__PROBLEM STATEMENT__
Everything from the first line of the data through the line with "Localize all labels, symbols" is to be echoed exactly, minus the pictures.

__MATERIAL SUPPLIED__
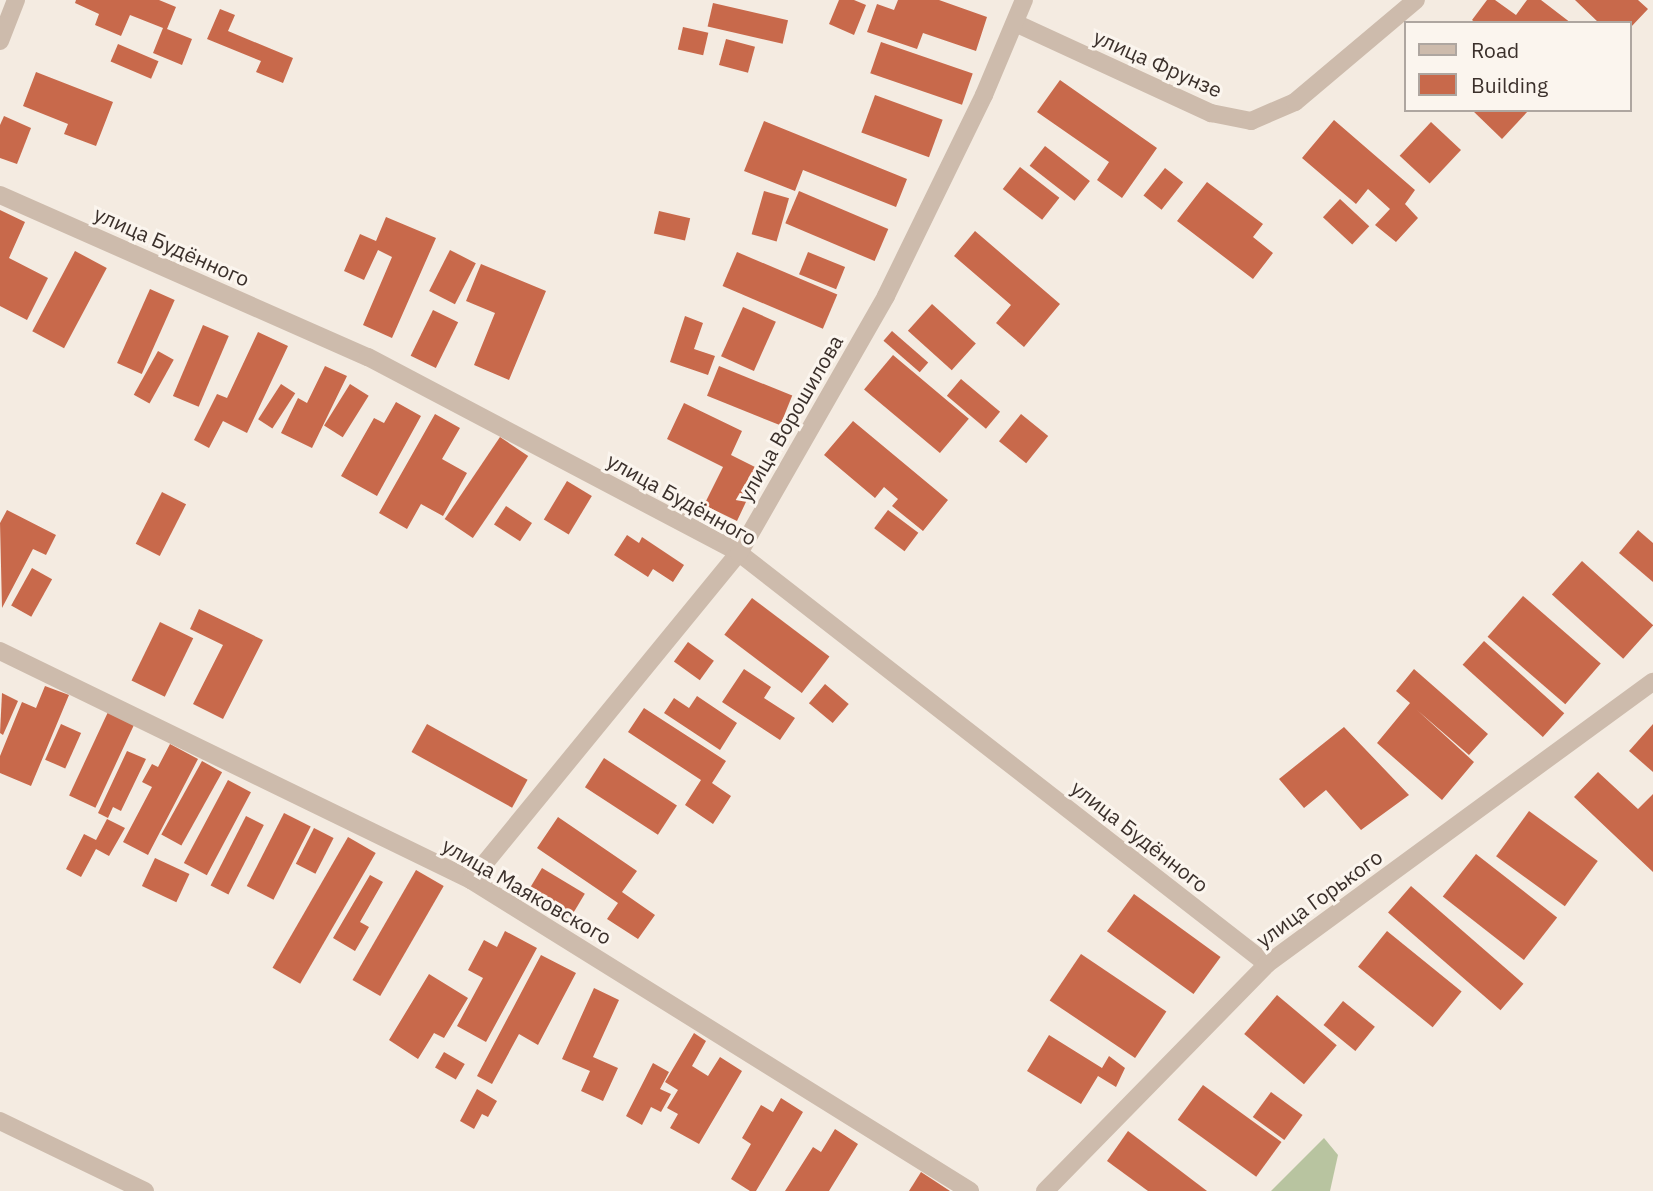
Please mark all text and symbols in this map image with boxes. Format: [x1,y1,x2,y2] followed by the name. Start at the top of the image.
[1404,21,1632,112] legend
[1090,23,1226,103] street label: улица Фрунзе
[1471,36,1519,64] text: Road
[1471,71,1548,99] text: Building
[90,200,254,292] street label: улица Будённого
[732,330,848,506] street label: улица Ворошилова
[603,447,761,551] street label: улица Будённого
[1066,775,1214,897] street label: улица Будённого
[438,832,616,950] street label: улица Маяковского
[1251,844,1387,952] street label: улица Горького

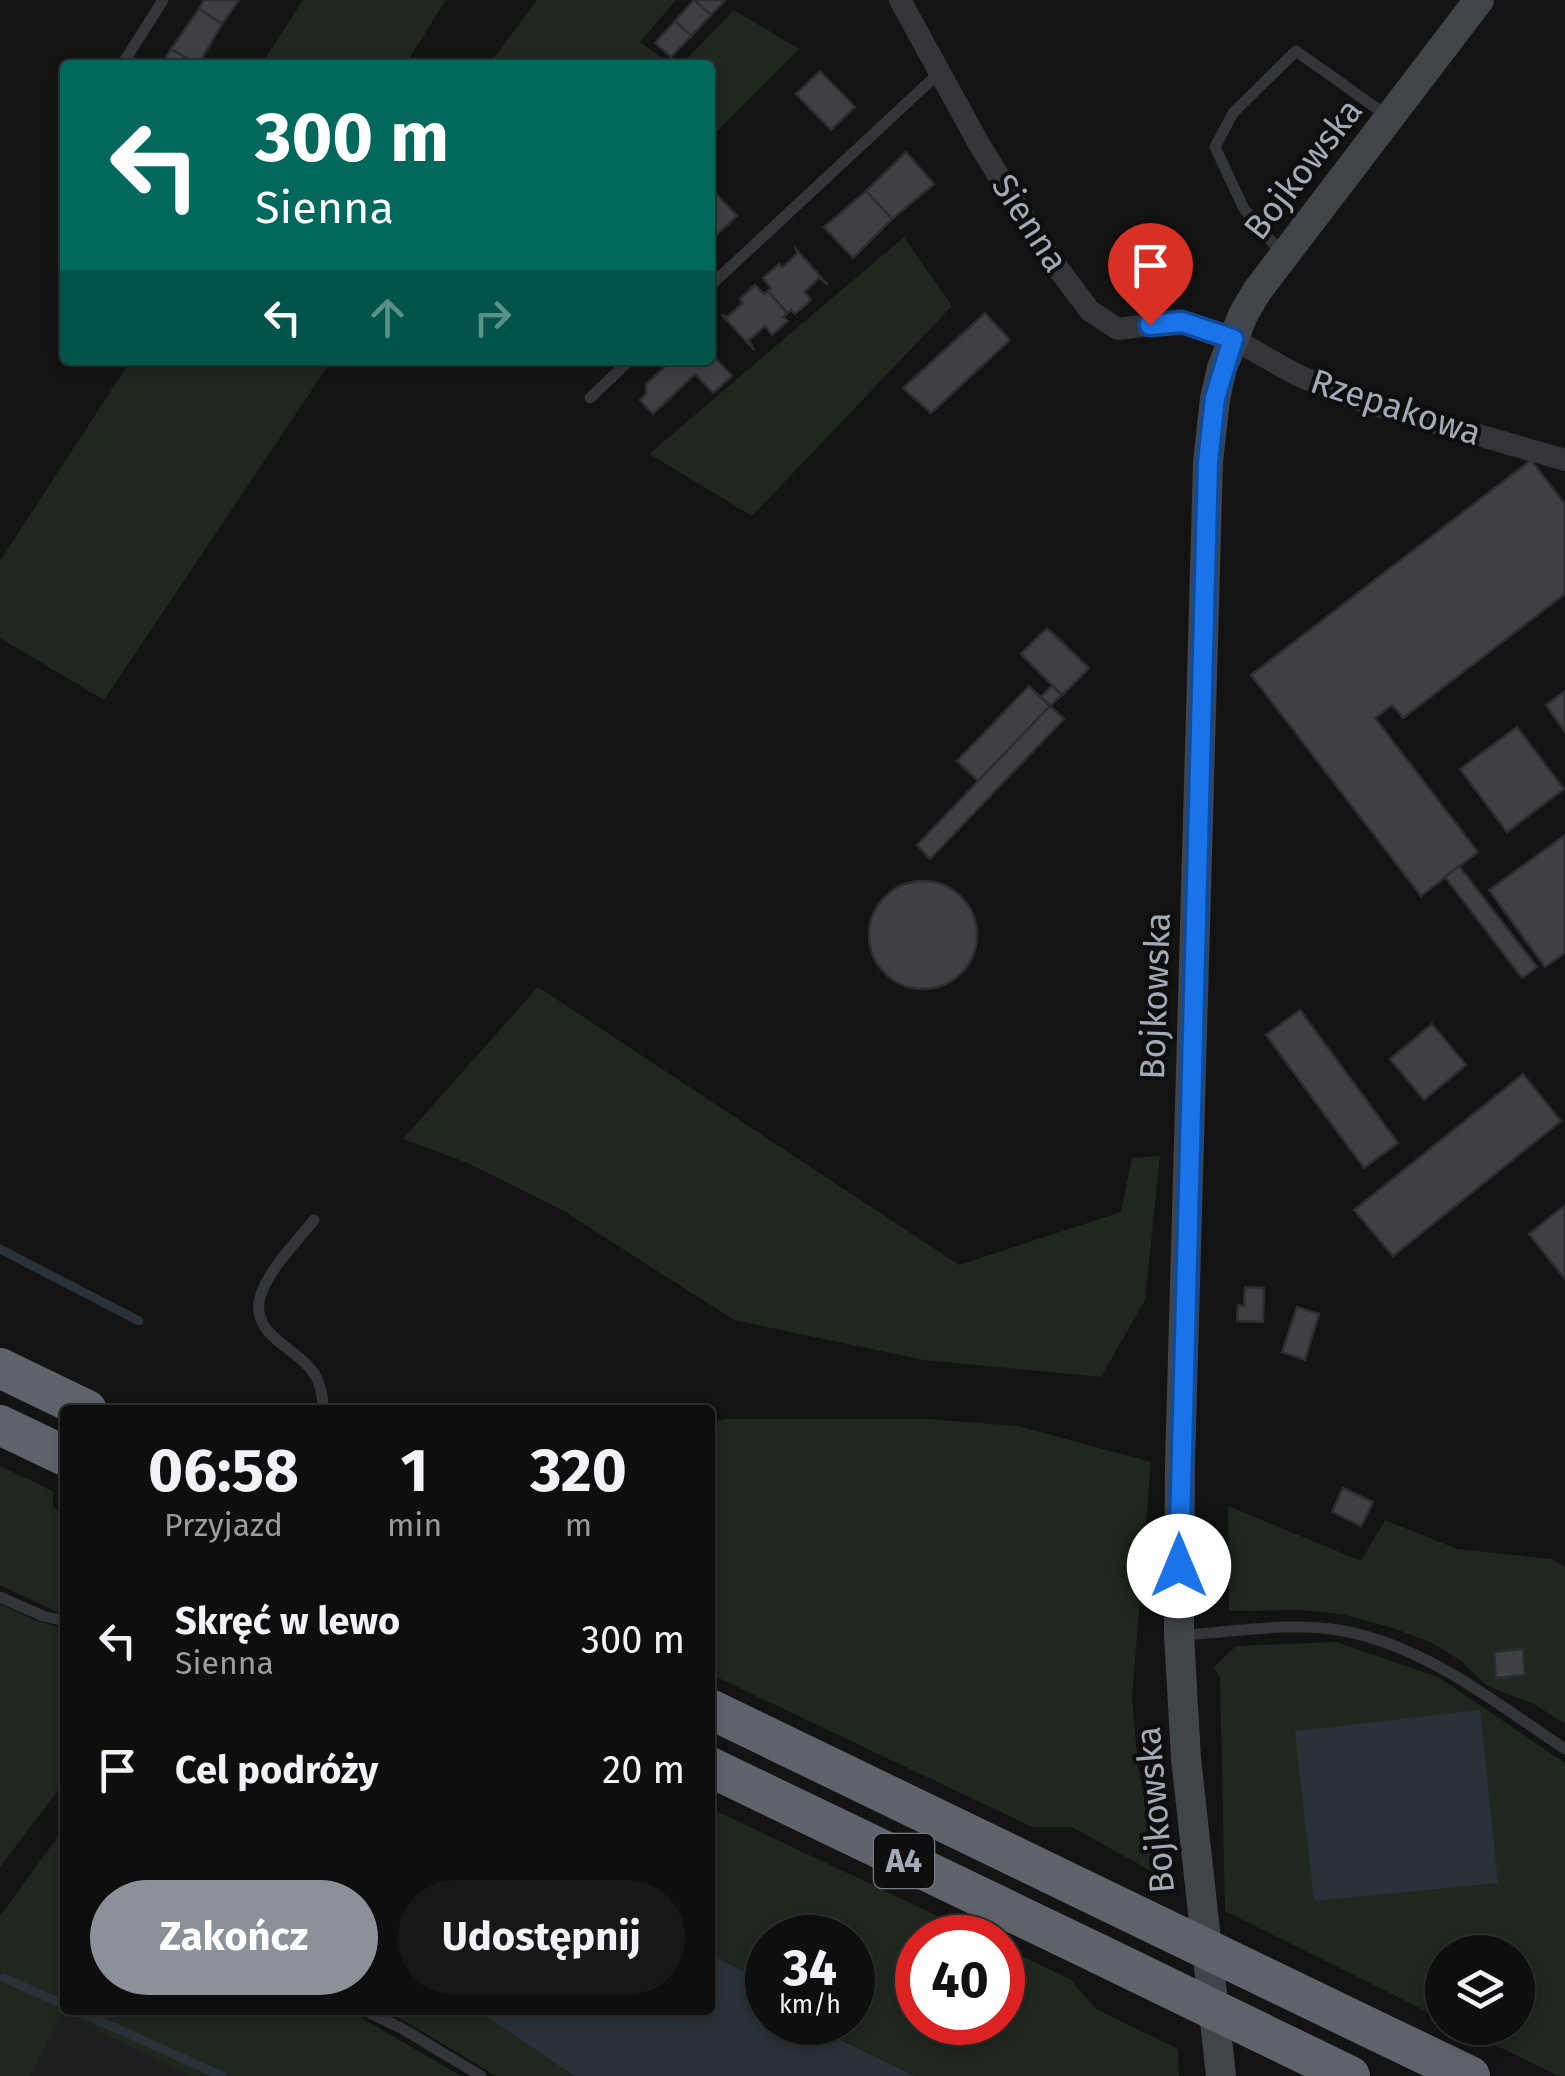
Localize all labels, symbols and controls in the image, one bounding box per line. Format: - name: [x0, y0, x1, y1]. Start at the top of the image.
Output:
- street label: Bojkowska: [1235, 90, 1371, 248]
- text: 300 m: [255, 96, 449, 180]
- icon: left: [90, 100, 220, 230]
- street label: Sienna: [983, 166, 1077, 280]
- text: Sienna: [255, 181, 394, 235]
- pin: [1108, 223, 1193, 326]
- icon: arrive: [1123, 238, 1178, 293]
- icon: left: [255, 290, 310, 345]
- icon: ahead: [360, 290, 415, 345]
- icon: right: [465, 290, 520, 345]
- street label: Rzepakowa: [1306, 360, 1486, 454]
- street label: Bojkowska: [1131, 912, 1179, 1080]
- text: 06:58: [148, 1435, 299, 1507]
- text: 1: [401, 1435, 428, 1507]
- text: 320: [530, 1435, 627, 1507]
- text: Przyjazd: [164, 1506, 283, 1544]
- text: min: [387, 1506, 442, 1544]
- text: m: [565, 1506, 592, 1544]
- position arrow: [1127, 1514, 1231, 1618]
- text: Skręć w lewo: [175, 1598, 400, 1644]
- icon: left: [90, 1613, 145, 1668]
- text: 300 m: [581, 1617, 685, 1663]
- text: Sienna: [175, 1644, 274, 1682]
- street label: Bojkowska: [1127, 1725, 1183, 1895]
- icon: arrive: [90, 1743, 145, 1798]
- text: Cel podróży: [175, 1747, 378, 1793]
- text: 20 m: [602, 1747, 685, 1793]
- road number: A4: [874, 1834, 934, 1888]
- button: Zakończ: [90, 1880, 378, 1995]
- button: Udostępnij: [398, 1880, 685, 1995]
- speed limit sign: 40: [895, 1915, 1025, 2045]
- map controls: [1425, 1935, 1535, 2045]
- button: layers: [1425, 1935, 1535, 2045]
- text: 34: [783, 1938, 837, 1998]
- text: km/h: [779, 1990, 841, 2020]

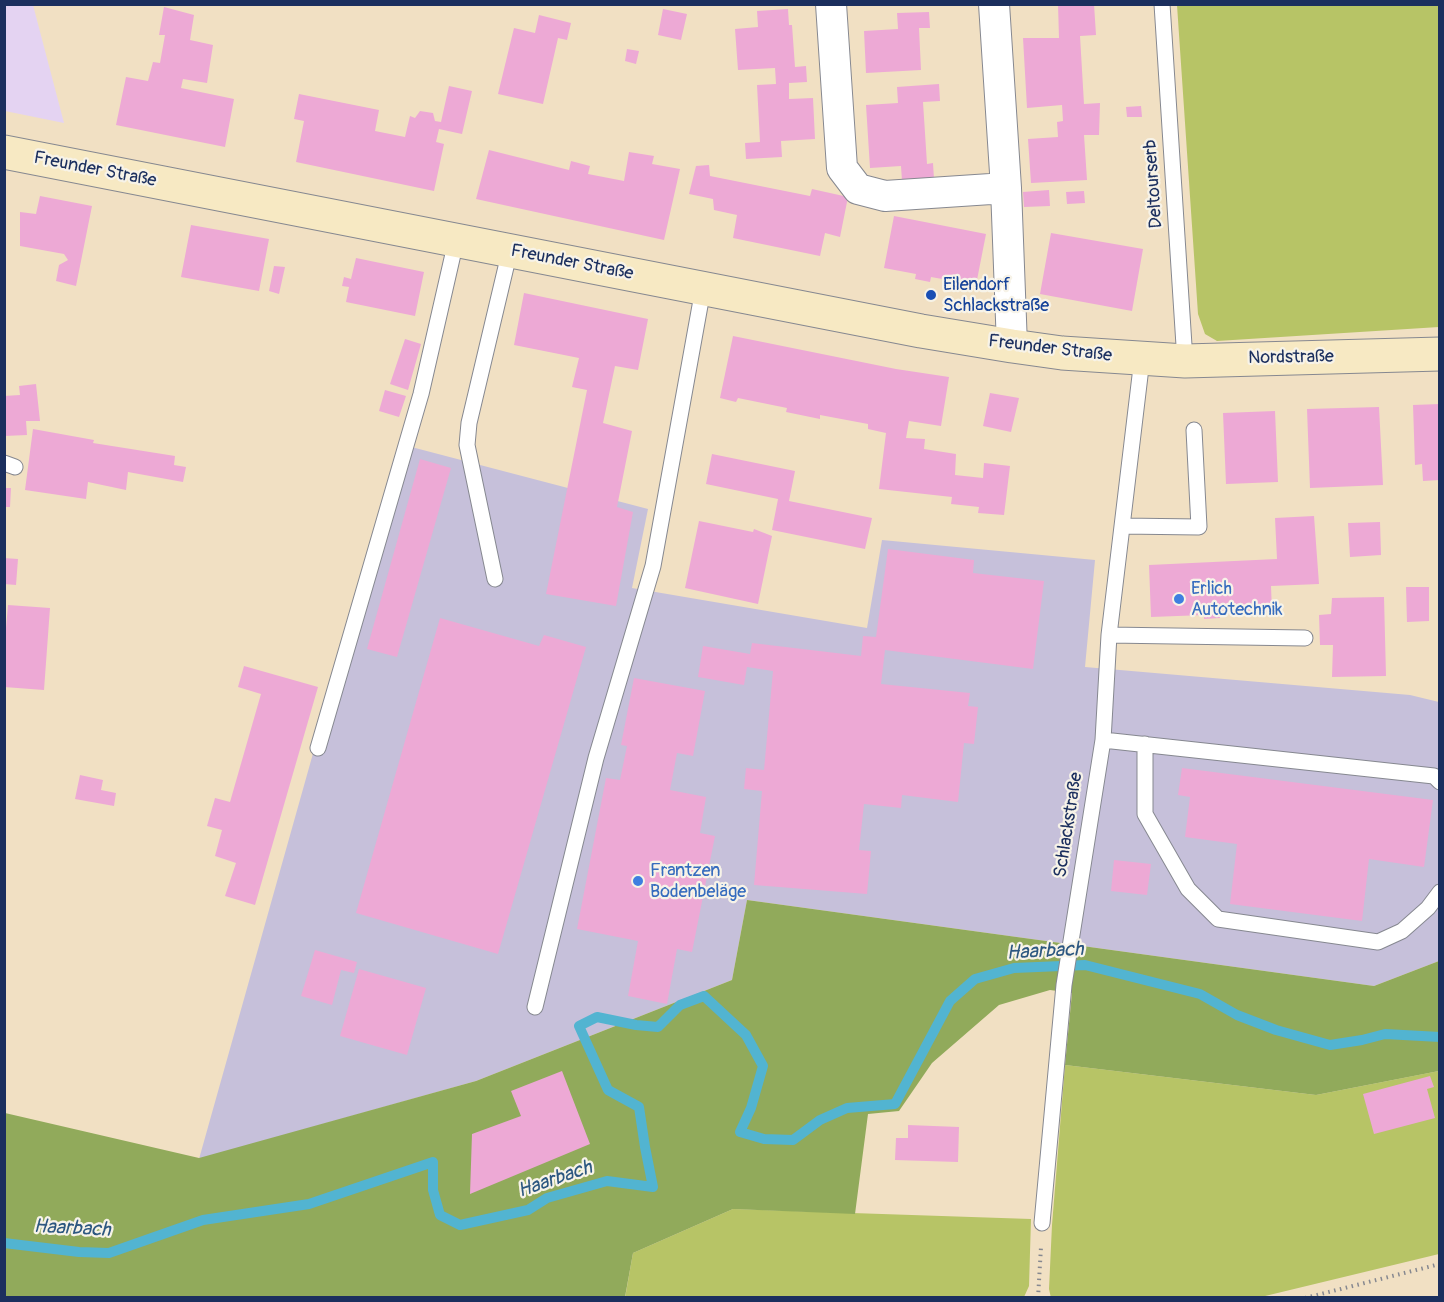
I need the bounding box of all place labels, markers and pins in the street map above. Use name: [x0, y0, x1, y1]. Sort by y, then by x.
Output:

__PROBLEM SOLUTION__
Please mark all text and symbols in this map image with boxes. Format: [x1,y1,x2,y2] followed by the name. Start at the top of the image.
[1404,21,1632,112] legend
[1090,23,1226,103] street label: улица Фрунзе
[1471,36,1519,64] text: Road
[1471,71,1548,99] text: Building
[90,200,254,292] street label: улица Будённого
[732,330,848,506] street label: улица Ворошилова
[603,447,761,551] street label: улица Будённого
[1066,775,1214,897] street label: улица Будённого
[438,832,616,950] street label: улица Маяковского
[1251,844,1387,952] street label: улица Горького

Localize all labels, symbols and controls in the image, one bounding box per line. Format: - name: [x0, y0, x1, y1]. Start at the top of the image.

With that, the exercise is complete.